After the war was over, Babcock formed a subsidiary, The Babcock Manufacturing Supply Company, devoted to painting, trimming and upholstering automobile bodies.

Babcock received a large order from the Ford Motor Company for a run of Model T sedans later in the year followed by an August 1919 order from Franklin for sedan bodies, an arrangement that would continue into the mid-1920s, when the Walker Body Company of Amesbury, Massachusetts took over all Franklin body production.

Two devastating fires ravaged the Babcock plants severely limiting their production capacity, the first in May of 1920, the second in January of 1921.

In October of 1923 Babcock secured an order from Wills Ste. Claire of Marysville, Michigan 250 7-passenger sedan bodies and 200 roadster bodies, with a stipulation that examples be ready for the New York Automobile Show in January.

In June of 1924, Lincoln placed an additional order with Babcock for 120 Sports Sedan bodies, and Wills Ste-Clair added several hundred more bodies to their standing order.

In 1925 the commercial division received a small order from the General Bakery Company for 50 delivery van bodies and a large one for 500 taxicab bodies from the Twenties Century Taxicab Association Inc.

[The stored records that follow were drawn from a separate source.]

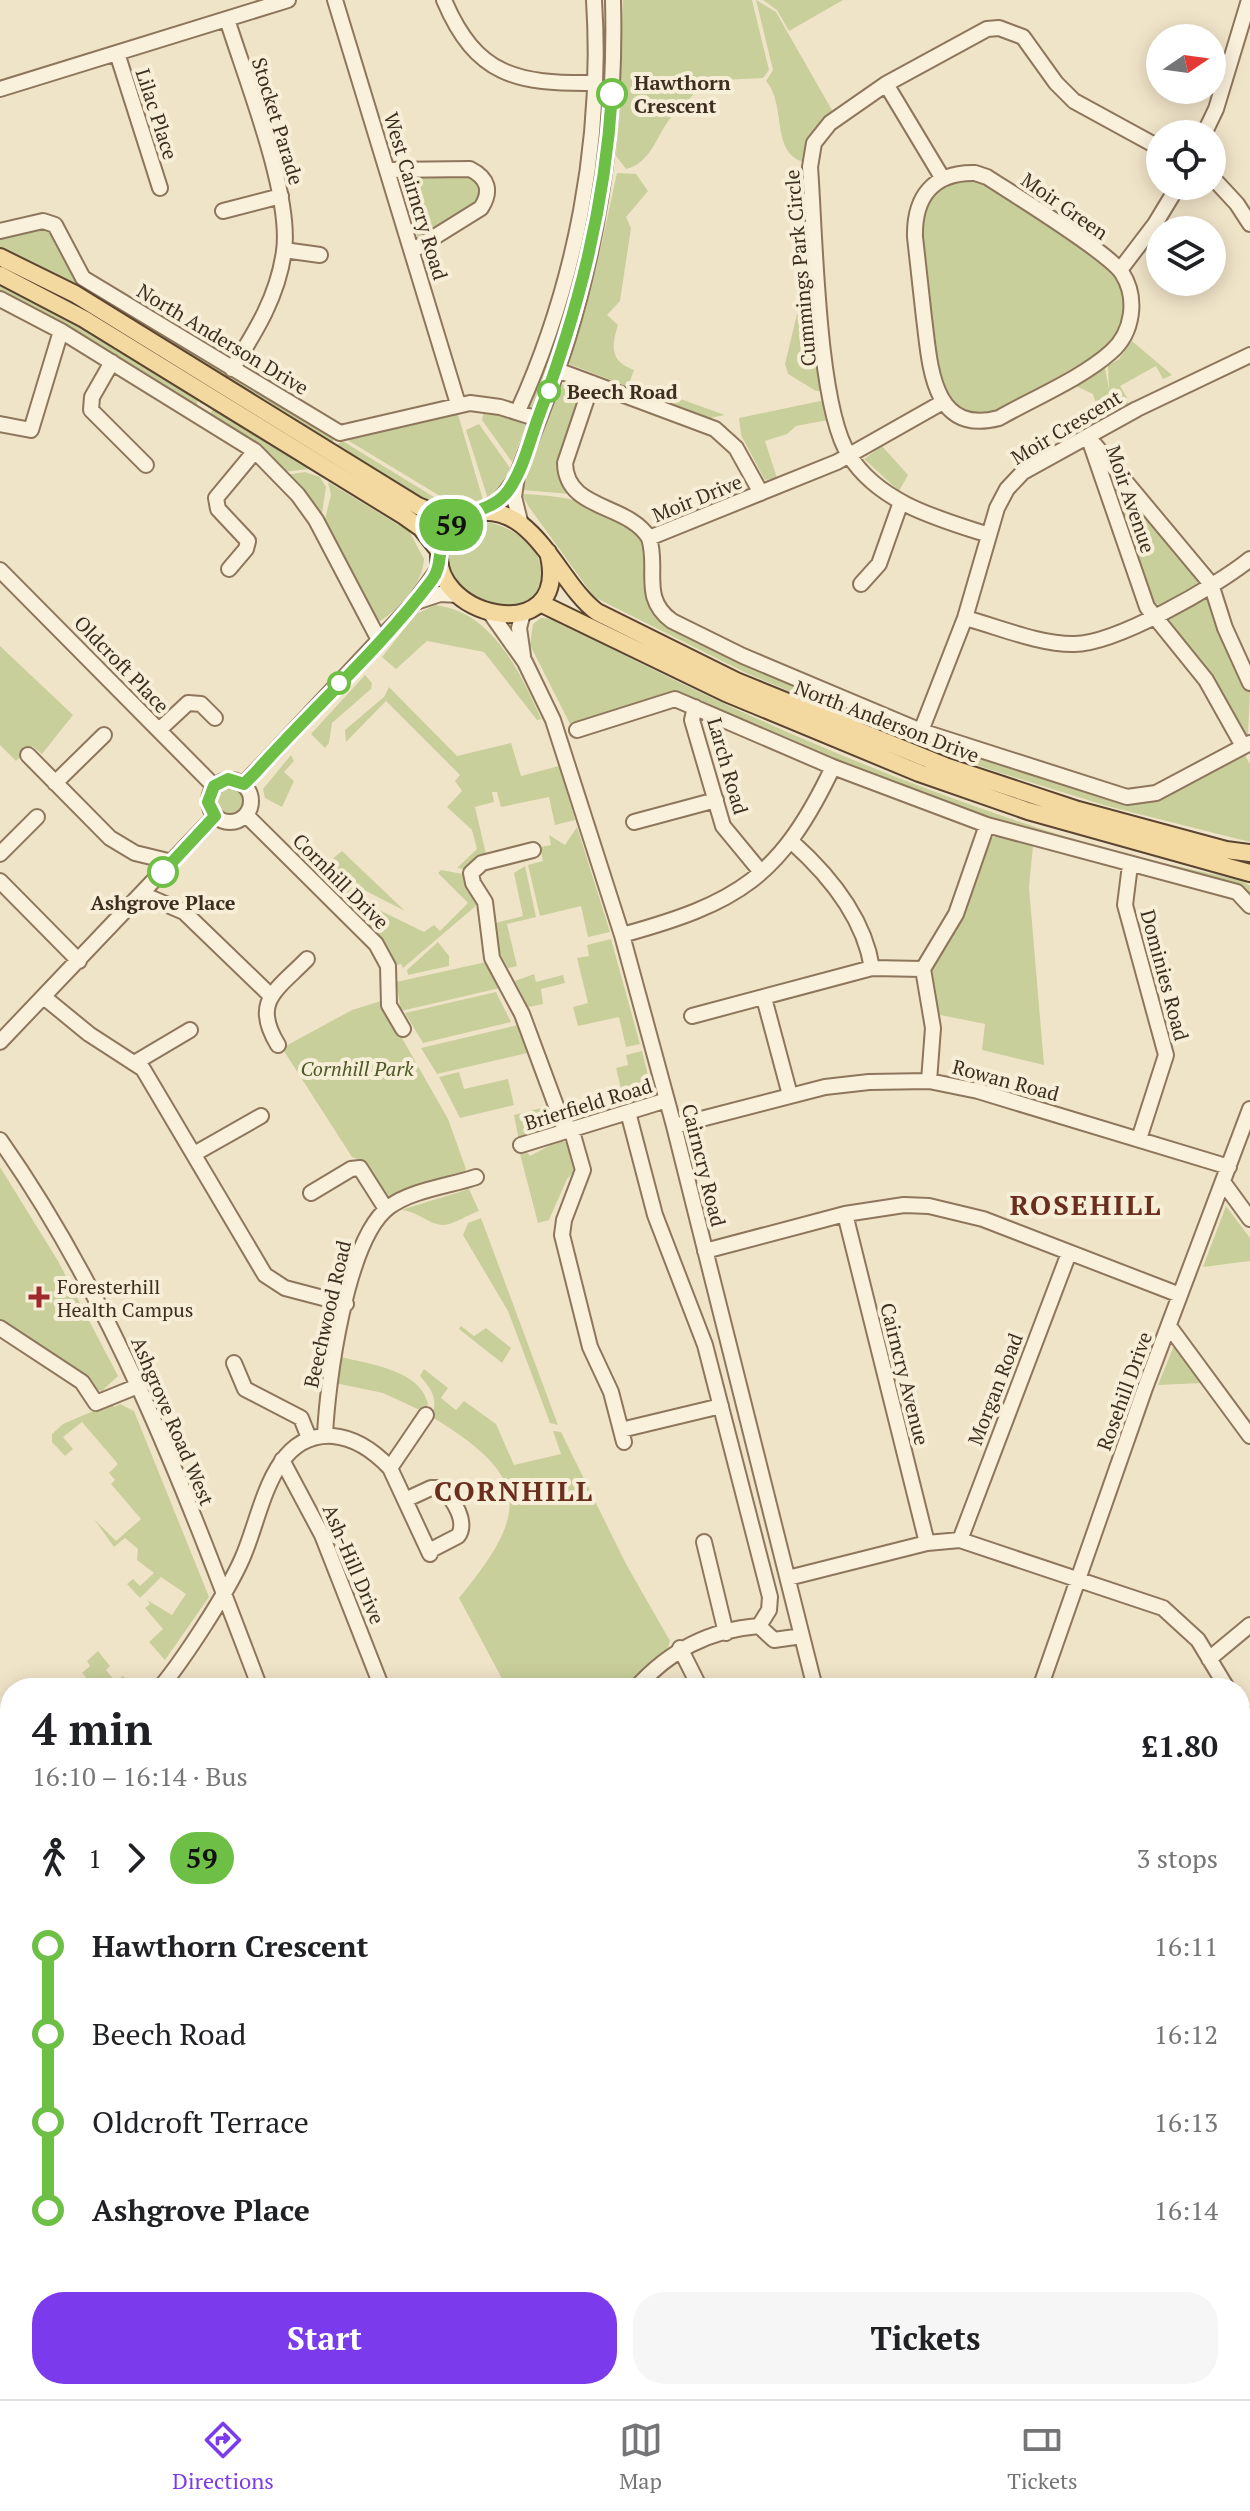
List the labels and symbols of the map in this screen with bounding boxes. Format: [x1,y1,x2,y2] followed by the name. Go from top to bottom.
[1146,24,1226,104] north arrow
[246,54,310,188] street label: Stocket Parade
[130,65,184,163] street label: Lilac Place
[634,69,731,119] place label: Hawthorn Crescent
[597,79,627,109] marker: Hawthorn Crescent
[378,109,454,283] street label: West Cairncry Road
[1016,166,1114,246] street label: Moir Green
[778,168,822,368] street label: Cummings Park Circle
[132,277,314,401] street label: North Anderson Drive
[567,378,678,405] place label: Beech Road
[538,380,560,402] marker: Beech Road
[1006,383,1127,471] street label: Moir Crescent
[1100,442,1162,556] street label: Moir Avenue
[648,468,746,528] street label: Moir Drive
[415,499,487,551] line badge: 59
[69,609,175,719] street label: Oldcroft Place
[328,672,350,694] unlabelled marker
[791,673,983,769] street label: North Anderson Drive
[701,715,755,817] street label: Larch Road
[287,827,395,935] street label: Cornhill Drive
[148,857,178,887] marker: Ashgrove Place
[90,889,236,916] place label: Ashgrove Place
[1135,906,1195,1044] street label: Dominies Road
[950,1053,1062,1107] street label: Rowan Road
[300,1055,414,1082] park label: Cornhill Park
[521,1072,655,1136] street label: Brierfield Road
[676,1101,732,1229] street label: Cairncry Road
[1010,1186,1162,1223] district label: ROSEHILL
[297,1238,357,1390] street label: Beechwood Road
[57,1273,193,1323] place label: Foresterhill Health Campus
[28,1286,50,1308] marker: Foresterhill Health Campus
[874,1300,936,1448] street label: Cairncry Avenue
[1090,1328,1158,1454] street label: Rosehill Drive
[961,1329,1029,1449] street label: Morgan Road
[125,1333,221,1510] street label: Ashgrove Road West
[434,1472,594,1509] district label: CORNHILL
[317,1500,391,1628] street label: Ash-Hill Drive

Both Ford and Dodge also placed orders in 1925 for the commercial division’s new Suburban light truck body. Dodges initial order of 50 was completed by the beginning of 1926, and the Ford suburbans were produced on an as-needed basis.

At the time of its demise in July of 1926, Babcock owed $605,000 to over 250 creditors.

The firm was sold to C. Wesley Gamble, head of the newly organized H.H. Babcock Equipment Corporation, which was made up of the firm’s creditors.

Existing contracts were filled by July of 1928 and the doors closed forever on August 1st.

(source: Coachbuilt) ©2004 Mark Theobald - All rights reserved.


babcock ad 22

1922 Babcock ad. (source: Coachbuilt) ©2004 Mark Theobald - All rights reserved.

babcock model 16 ad

1916 Babcock Model 16 ad.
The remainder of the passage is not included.